- Both Barrels
- Posts
- 2nd January 2024
2nd January 2024
Arctic LNG in doubt | Harbour buys Wintershall | Angola leaves OPEC | Xi’s ominous Taiwan pledge
Damn, it’s good to be back.
Happy new year everyone. And congrats to those of you who didn’t murder your mother-in-law over the holidays.
I might have taken some time off, but energy never sleeps. Today’s update will cover some of the key stories from the past week or so to get you up to speed.

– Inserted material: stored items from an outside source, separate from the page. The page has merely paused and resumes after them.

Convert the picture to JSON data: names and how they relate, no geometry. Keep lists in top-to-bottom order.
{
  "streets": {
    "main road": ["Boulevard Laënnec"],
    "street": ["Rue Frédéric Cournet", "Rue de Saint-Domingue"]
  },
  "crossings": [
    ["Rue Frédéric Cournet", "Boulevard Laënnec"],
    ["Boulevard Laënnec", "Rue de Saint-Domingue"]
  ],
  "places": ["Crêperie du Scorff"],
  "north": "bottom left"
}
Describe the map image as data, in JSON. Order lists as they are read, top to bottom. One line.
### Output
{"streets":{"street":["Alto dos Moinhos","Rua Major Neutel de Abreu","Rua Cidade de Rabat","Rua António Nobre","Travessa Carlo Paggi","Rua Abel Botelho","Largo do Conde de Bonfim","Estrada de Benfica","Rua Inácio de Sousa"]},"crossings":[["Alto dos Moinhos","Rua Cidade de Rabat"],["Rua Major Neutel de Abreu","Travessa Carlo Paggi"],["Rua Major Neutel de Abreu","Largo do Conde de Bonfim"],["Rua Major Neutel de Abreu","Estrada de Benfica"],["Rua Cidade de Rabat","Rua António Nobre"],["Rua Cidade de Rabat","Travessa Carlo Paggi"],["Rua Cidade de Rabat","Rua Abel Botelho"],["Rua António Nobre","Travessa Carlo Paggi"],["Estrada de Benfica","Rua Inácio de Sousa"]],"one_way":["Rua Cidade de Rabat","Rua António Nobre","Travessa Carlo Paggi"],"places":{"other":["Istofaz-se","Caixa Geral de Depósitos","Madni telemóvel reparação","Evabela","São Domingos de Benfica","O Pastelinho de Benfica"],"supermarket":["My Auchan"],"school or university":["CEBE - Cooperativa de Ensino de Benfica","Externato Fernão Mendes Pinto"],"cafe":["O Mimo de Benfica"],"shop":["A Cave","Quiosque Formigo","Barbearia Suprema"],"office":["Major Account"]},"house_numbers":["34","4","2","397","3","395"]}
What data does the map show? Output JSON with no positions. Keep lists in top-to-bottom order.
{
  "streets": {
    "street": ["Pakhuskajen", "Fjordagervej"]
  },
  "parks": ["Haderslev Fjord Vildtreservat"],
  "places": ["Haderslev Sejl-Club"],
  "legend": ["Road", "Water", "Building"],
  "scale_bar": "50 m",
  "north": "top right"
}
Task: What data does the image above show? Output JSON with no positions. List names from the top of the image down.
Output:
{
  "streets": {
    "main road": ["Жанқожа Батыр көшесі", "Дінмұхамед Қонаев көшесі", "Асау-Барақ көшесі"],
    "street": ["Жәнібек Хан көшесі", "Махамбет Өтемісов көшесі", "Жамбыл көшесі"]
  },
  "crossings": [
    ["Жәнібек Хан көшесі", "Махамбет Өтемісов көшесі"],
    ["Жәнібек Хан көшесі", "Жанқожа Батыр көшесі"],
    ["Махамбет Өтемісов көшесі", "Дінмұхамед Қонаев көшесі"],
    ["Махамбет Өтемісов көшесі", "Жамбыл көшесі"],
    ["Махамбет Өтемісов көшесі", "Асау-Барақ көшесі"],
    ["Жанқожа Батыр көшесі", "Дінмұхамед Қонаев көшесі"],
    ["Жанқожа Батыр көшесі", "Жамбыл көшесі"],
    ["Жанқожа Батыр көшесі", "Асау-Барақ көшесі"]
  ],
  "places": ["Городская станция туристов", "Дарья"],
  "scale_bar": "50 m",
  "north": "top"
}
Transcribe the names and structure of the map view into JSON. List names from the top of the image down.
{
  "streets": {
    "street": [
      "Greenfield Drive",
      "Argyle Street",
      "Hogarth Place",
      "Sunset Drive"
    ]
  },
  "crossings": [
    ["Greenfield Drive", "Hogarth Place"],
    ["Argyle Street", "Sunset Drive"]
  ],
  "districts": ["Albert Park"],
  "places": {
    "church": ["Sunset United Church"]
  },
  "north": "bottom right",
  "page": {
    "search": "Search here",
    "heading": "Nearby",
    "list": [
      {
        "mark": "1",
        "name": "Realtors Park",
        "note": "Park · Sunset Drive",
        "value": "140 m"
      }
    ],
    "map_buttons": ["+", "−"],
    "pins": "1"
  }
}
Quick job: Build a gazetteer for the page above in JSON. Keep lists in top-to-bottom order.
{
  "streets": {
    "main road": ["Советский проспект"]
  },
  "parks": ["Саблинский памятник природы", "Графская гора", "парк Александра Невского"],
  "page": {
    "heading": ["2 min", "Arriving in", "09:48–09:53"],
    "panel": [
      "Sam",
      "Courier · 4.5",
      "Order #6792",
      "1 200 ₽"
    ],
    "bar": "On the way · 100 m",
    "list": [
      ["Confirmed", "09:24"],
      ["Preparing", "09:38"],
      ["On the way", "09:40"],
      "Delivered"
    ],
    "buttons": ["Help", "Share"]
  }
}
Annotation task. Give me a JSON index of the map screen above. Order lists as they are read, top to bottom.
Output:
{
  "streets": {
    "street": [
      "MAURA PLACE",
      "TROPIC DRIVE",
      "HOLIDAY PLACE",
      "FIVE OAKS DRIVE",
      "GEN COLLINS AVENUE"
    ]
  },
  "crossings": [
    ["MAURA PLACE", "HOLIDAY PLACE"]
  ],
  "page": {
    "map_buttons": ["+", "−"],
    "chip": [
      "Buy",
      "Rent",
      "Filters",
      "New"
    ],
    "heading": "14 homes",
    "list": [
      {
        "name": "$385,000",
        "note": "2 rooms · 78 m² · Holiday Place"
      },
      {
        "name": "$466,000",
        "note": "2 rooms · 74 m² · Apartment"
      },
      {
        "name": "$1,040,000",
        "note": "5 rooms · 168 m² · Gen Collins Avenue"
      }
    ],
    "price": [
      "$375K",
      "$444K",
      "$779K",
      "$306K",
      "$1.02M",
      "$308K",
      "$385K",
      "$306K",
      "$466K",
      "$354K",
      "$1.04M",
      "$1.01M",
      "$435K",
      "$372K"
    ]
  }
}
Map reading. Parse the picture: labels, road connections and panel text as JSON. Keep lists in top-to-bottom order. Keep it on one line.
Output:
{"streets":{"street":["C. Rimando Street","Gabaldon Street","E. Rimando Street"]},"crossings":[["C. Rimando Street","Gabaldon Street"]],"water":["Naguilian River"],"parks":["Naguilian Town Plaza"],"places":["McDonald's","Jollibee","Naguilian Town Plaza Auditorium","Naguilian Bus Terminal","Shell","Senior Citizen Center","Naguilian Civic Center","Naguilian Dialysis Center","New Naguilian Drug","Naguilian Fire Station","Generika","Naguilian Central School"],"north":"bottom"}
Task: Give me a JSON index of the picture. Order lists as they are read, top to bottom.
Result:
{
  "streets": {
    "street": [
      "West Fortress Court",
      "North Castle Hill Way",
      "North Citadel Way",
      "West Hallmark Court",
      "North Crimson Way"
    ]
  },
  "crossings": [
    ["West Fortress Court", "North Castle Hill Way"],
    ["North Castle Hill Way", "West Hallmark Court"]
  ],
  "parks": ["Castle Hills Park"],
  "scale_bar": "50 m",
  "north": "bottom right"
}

🥶 Arctic LNG in doubt as partners jump ship
🤝 Harbour buys Wintershall DEA
👋 Angola leaves OPEC
🇨🇳 Xi’s ominous Taiwan pledge
➕ plus: US airstrikes coming to Yemen?; reports of gasoline’s death have been greatly exaggerated; Norway’s virtue signalling; greenlight for Willow.
Let’s go 2024.
📈 THE NUMBERS
As of 04:15 ET on 02/01/2024. N.B. prices for JKM LNG and uranium can be delayed by a day or two.
No major moves in oil and gas prices over the break.
After another volatile 12 months, Brent ended the year almost exactly where it began at ~$78/bbl.
🗞️ WELL-HEADLINES
🗽 North America
Conoco greenlights Alaska's Willow project - after years of dispute and regulatory and environmental review, Conoco has taken FID on the 600 mmboe project on Alaska’s North Slope. Willow had become somewhat of a symbolic battleground for environmentalists but the White House’s approval of the project earlier this year proved that, despite all Biden’s anti-O&G talk, the administration ultimately understands energy realities.
US oil output’s bumper year - back in December 2022, the EIA forecast that US crude supply would grow by 0.8 mmb/d in 2023. It actually grew by double that, ~1.6 mmb/d, to a record high of 13.3 mmb/d. The forecast for 2024? A decline of 0.3 mmb/d. Remember, no one knows anything.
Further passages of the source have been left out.